Her head tilted back to look up at him. “More than you?” She gave a soft mock of a gasp. “No way.”

Six feigned a look of confusion, brows pinching. “Do I look like a criminal?”

“You do have the tattoos.” She chuckled. It was the first time he’d heard it in months. 

“I told you it was a guy's name in Greek.”

She nodded, looking back down where his hand laid over hers. Even with both her hands, his fingers still managed to envelop them, giving them a reassuring squeeze. A wan smile pulled at her lips. “You never told me if he made it up the hill.”

“I’ll tell you what,” Six mulled it over thoughtfully, the next breath he exhaled more forceful this time, dragging along with his words. “Let’s get through this first, then I’ll let you know, okay?” 

Claire pressed her lips together, minimizing the frown that’d slowly begun to spread across her face as her expression fell. “You promise you’re not leaving me?”

He held out his pinkie.

She rolled her eyes, curling it around her own. Her thumb pressed against his in a final declaration: A stamp, she’d explained that it somehow made it more official. There was something too endearing about it for him to question. 

“Just another Thursday.” He answered. 

“You say that every time something bad happens. I’m starting to see a pattern.” 

“If I can get through this without getting in a fight, I think that this will be more successful than most Thursdays.”

“Ha-Ha,” she said sarcastically. 

He quirked a smile despite himself, and her expression was quick to follow. The door swung open as the doctor walked inside, mask and gloves at the ready. Claire inhaled next to him, her arms wrapping around his bicep. He slid off the exam table, practically lifting her along with him

“You can’t be in the surgery room,” the doctor told him, voice flat and uncaring. It only further exceeded to twist a knife deeper into his gut. 

“I’m going to escort her,” Six said. The nature of his tone was enough for the doctor to begrudgingly oblige his request, waving them out into the dark corridor and through the maze of hallways that he’d gotten lost in on the way up.

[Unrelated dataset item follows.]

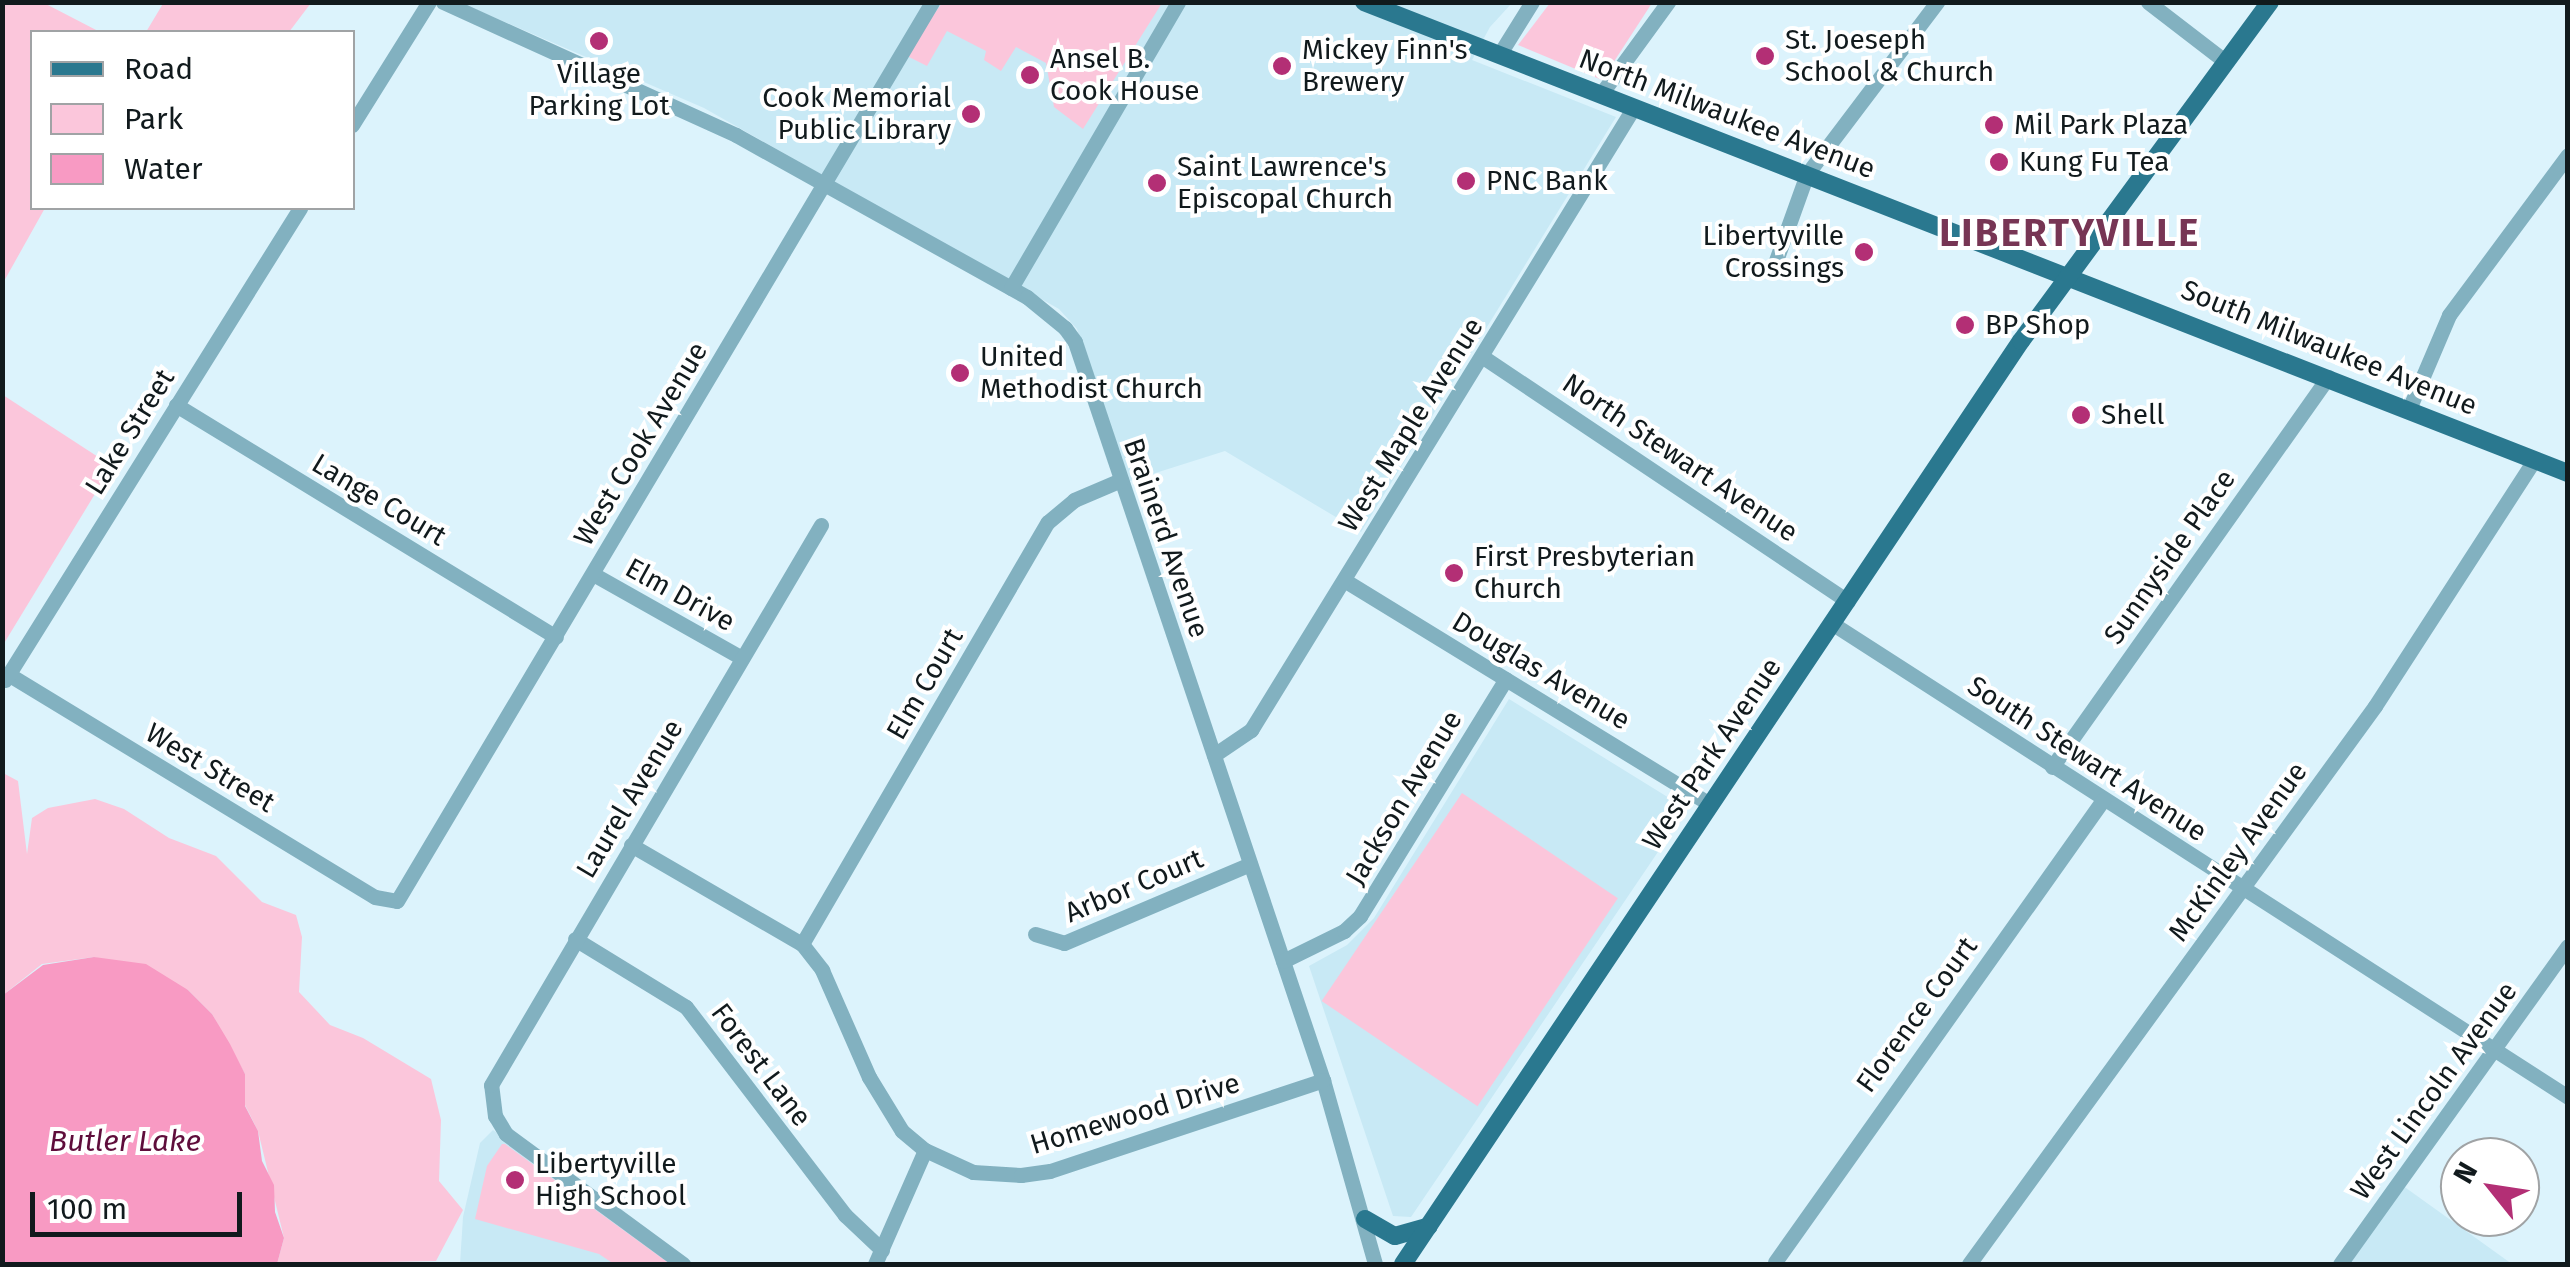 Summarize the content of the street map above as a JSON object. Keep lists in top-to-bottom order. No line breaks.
{"streets":{"main road":["North Milwaukee Avenue","South Milwaukee Avenue","West Park Avenue"],"street":["West Maple Avenue","Lake Street","West Cook Avenue","North Stewart Avenue","Lange Court","Brainerd Avenue","Sunnyside Place","Elm Drive","Douglas Avenue","Elm Court","South Stewart Avenue","West Street","Jackson Avenue","Laurel Avenue","McKinley Avenue","Arbor Court","Florence Court","Forest Lane","West Lincoln Avenue","Homewood Drive"]},"crossings":[["North Milwaukee Avenue","South Milwaukee Avenue"],["North Milwaukee Avenue","West Maple Avenue"],["North Milwaukee Avenue","West Park Avenue"],["South Milwaukee Avenue","Sunnyside Place"],["South Milwaukee Avenue","West Park Avenue"],["South Milwaukee Avenue","McKinley Avenue"],["West Maple Avenue","North Stewart Avenue"],["West Maple Avenue","Brainerd Avenue"],["West Maple Avenue","Douglas Avenue"],["Lake Street","Lange Court"],["Lake Street","West Street"],["West Cook Avenue","Lange Court"],["West Cook Avenue","Brainerd Avenue"],["West Cook Avenue","Elm Drive"],["West Cook Avenue","West Street"],["North Stewart Avenue","West Park Avenue"],["Brainerd Avenue","Elm Court"],["Brainerd Avenue","Jackson Avenue"],["Brainerd Avenue","Arbor Court"],["Brainerd Avenue","Homewood Drive"],["Sunnyside Place","South Stewart Avenue"],["Elm Drive","Laurel Avenue"],["Douglas Avenue","West Park Avenue"],["Douglas Avenue","Jackson Avenue"],["Elm Court","Homewood Drive"],["West Park Avenue","South Stewart Avenue"],["South Stewart Avenue","McKinley Avenue"],["South Stewart Avenue","Florence Court"],["South Stewart Avenue","West Lincoln Avenue"],["Laurel Avenue","Forest Lane"],["Laurel Avenue","Homewood Drive"]],"districts":["LIBERTYVILLE"],"water":["Butler Lake"],"places":["Village Parking Lot","St. Joeseph School & Church","Mickey Finn's Brewery","Ansel B. Cook House","Cook Memorial Public Library","Mil Park Plaza","Kung Fu Tea","PNC Bank","Saint Lawrence's Episcopal Church","Libertyville Crossings","BP Shop","United Methodist Church","Shell","First Presbyterian Church","Libertyville High School"],"legend":["Road","Park","Water"],"scale_bar":"100 m","north":"top left"}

Claire’s nails dug into his sleeve, and he offered what little comfort he could by placing a hand over her arm. “And this Pacemaker is untraceable?” He pressed the doctor.

“It does not have a registered serial number.” The doctor answered. “It cannot be traced on any national database.” 

It offered very little comfort to Six, but they’d run into too much trouble with her current one. It was a big risk for a bout of selfishness, for giving in to Claire’s demands to stay. He did look at homes cross-country, and depending how the next few weeks went, he may have to make some kind of choice. 

He strongly suspected that whether it went well or not, he may have to say goodbye anyway. 

If she were to have any kind of life. 

“I’ll be right here.” They came to a stop outside of the operating room. 

“Six.” 

“I’ll bring you some ice-cream. It’s the best medicine.”

She leapt onto her tiptoes and hugged him tight, with him leaning to accommodate her height. His arms wrapped around her back, never squeezing, but giving a firm enough gesture so that she understood that he meant it. Once they pulled apart, she was ushered into the operating room, sparing a glance over her shoulder.

Her index finger and pinkie raised, her other fingers curling in. 

He copied the gesture as she disappeared through the door.

Six’s expression slipped as soon as she was gone, then despite his promise to Claire, he turned and walked down the seedy corridor. Fluorescent lights flickered incessantly, forcing him to squint underneath their harsh blinking and fight the urge to turn back around and deposit himself outside of Claire’s room. He convinced himself that she would be fine for the time being, especially after she was put under anesthesia. Hopefully, she would never notice that he was gone.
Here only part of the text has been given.